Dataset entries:
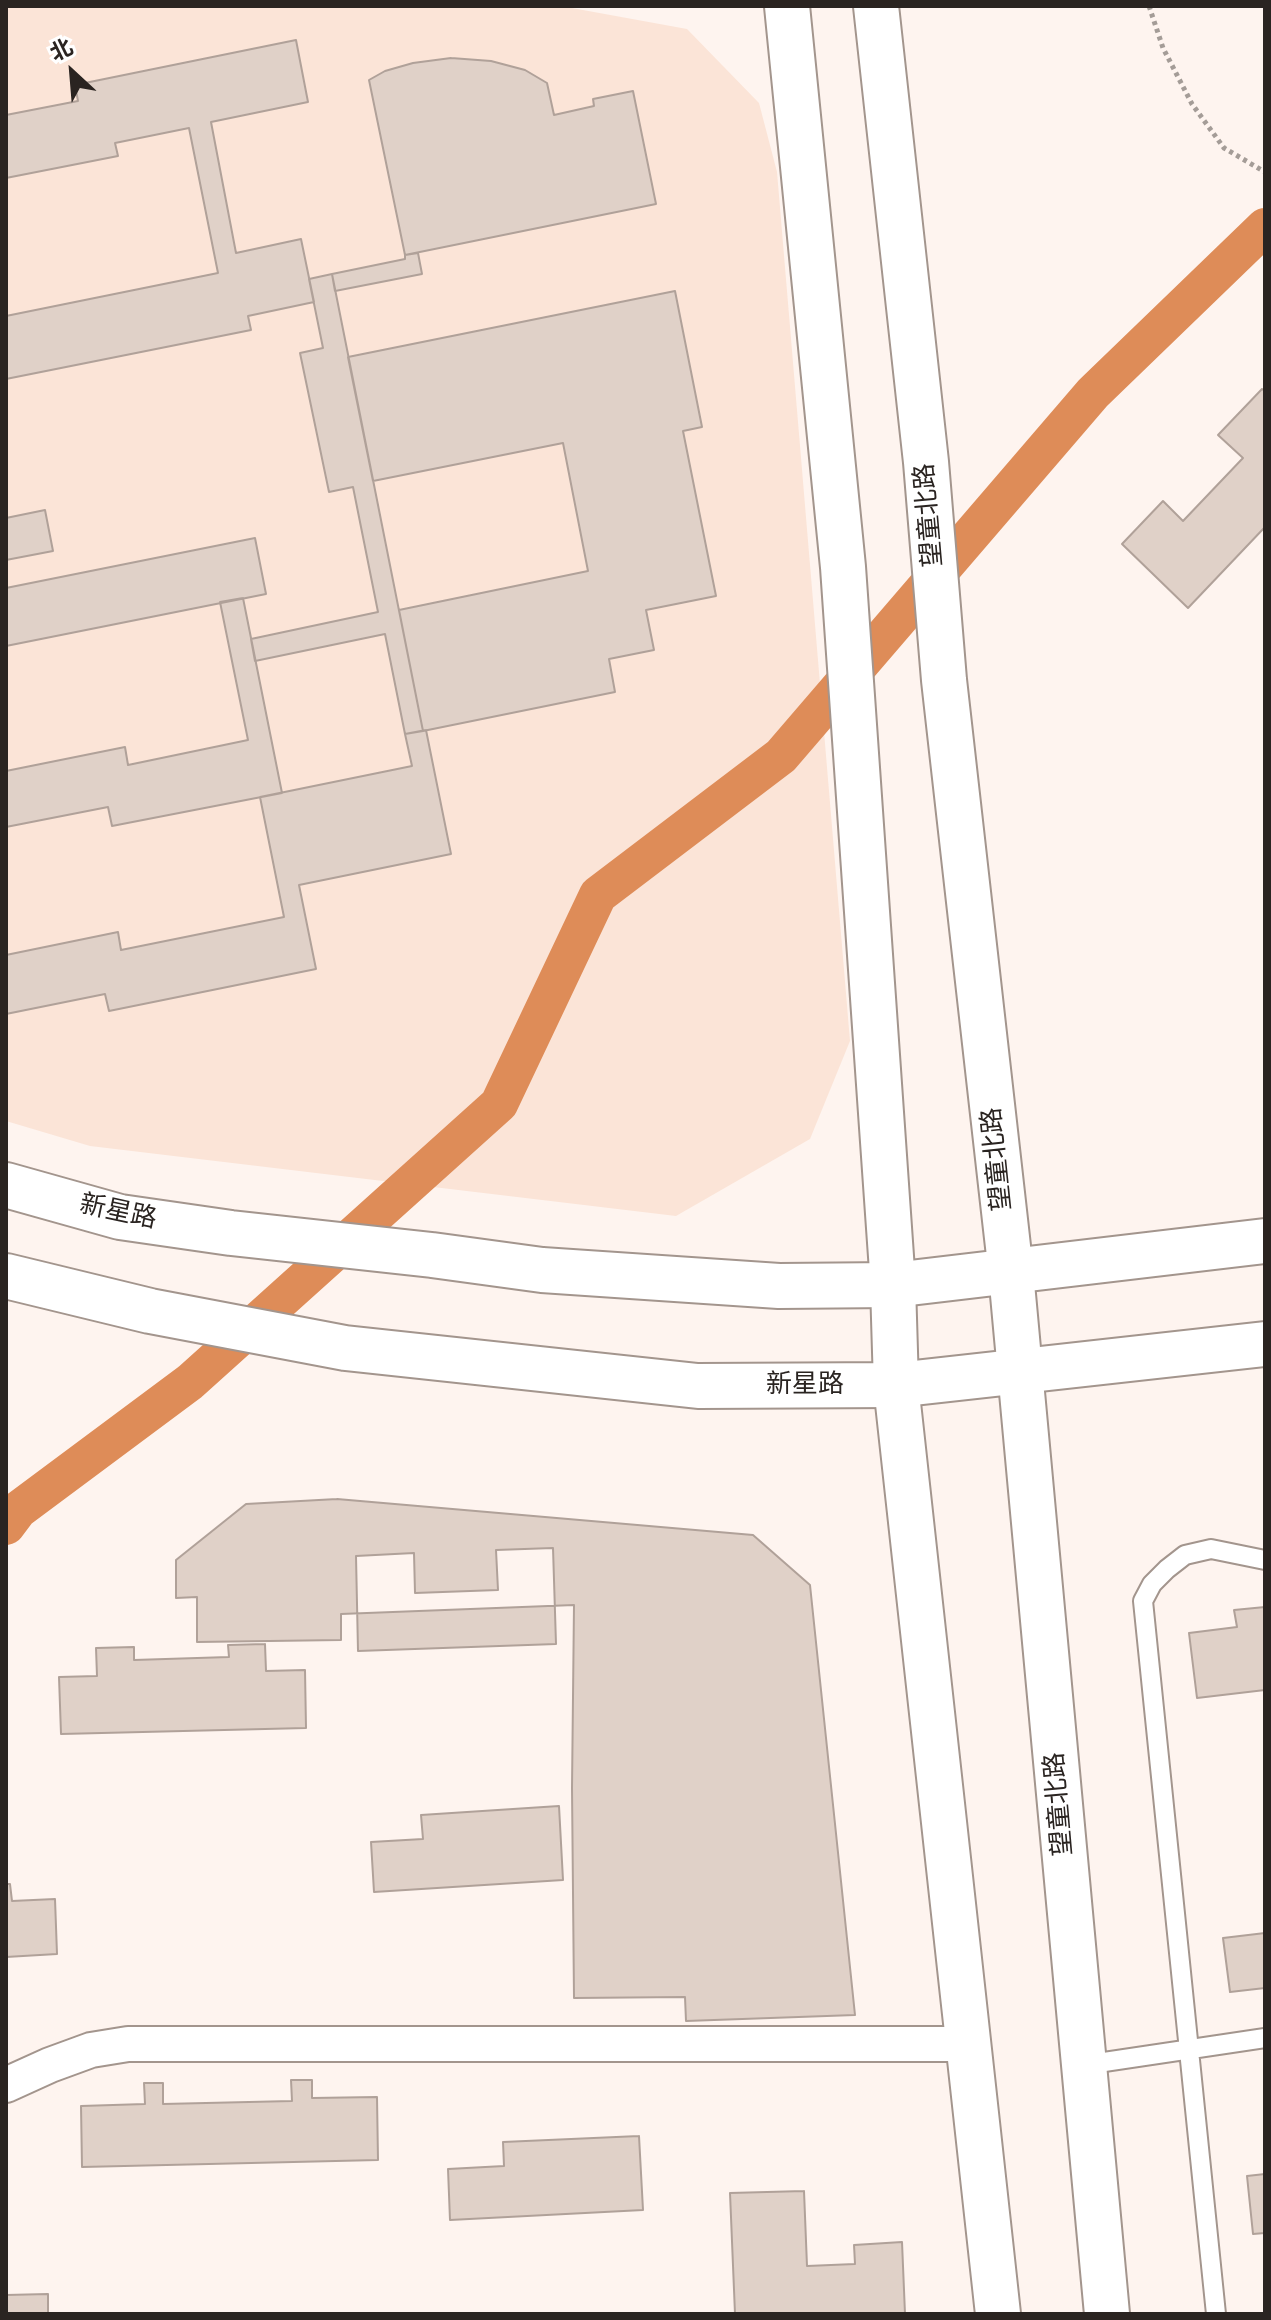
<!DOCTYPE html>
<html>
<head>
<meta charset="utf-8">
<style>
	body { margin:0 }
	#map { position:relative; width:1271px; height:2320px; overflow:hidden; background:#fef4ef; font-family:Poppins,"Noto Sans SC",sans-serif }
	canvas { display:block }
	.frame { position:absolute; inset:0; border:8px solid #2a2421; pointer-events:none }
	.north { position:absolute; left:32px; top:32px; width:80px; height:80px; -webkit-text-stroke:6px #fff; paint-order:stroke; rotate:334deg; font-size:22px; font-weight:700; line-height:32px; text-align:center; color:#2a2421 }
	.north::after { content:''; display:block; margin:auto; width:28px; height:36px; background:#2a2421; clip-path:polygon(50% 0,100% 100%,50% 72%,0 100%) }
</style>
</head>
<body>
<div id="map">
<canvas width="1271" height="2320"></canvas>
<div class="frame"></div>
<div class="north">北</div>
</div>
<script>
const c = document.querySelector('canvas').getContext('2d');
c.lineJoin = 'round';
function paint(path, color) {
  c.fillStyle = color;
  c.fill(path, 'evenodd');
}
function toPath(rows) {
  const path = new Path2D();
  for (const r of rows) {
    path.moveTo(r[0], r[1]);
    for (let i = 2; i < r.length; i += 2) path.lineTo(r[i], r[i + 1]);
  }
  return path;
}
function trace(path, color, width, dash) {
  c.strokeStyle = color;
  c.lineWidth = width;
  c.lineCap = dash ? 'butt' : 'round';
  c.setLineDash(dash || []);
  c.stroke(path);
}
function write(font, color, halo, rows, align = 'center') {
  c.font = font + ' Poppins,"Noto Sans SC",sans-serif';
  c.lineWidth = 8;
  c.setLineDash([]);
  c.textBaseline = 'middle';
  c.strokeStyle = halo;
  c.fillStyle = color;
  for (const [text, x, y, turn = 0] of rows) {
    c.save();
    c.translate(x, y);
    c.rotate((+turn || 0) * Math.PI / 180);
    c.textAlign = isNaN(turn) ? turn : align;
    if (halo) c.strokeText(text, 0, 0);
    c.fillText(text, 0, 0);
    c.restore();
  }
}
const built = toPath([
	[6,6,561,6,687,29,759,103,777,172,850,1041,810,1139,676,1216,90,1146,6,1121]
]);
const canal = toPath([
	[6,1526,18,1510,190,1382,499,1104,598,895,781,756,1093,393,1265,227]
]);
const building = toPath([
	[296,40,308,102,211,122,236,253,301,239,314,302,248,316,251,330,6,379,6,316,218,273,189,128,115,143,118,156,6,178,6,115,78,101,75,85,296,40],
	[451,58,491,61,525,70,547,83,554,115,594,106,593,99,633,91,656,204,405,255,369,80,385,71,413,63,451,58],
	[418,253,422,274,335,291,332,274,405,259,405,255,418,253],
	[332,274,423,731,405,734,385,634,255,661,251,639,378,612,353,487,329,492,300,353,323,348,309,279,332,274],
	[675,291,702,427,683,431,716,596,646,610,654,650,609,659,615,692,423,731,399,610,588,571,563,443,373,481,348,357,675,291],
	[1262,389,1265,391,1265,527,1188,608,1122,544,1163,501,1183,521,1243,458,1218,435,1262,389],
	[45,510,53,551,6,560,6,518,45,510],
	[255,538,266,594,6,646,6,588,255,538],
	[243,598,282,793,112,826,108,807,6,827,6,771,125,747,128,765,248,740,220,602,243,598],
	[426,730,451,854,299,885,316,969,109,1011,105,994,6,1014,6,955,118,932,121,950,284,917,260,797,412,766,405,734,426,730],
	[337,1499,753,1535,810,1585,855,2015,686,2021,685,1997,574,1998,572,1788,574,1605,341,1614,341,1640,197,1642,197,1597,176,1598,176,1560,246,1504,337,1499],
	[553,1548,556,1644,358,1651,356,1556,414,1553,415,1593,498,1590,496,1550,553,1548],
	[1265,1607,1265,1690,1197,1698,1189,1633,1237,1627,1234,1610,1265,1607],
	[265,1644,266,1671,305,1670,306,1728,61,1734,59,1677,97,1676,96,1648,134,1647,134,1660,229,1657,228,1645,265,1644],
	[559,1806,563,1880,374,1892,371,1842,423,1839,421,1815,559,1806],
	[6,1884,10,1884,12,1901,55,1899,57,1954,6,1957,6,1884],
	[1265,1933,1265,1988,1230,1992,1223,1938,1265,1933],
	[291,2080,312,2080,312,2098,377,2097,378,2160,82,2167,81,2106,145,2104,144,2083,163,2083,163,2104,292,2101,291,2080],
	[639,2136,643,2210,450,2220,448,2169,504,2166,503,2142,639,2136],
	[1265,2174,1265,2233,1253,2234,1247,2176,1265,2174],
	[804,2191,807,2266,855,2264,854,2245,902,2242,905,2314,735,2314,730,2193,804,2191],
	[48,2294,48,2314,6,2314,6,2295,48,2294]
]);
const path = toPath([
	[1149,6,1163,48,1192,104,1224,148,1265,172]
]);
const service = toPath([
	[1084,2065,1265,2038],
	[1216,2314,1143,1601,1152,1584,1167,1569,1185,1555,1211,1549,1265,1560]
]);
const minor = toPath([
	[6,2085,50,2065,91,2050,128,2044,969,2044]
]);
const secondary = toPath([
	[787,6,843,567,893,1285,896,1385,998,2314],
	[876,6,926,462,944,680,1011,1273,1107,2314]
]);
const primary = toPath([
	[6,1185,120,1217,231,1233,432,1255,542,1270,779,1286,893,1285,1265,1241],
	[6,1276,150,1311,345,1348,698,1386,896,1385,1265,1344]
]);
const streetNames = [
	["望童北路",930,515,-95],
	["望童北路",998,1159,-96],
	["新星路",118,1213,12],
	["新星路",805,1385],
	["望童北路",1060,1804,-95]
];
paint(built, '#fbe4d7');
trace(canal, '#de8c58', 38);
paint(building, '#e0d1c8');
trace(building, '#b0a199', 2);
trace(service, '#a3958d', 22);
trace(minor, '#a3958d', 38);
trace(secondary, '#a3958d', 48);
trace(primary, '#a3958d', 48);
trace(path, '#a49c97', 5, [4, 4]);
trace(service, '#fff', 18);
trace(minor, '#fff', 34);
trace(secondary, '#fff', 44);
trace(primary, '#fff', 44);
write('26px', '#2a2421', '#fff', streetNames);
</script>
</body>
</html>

=== Task to complete ===
Tally the lines above containing "rows". Number only.

=== Answer ===
4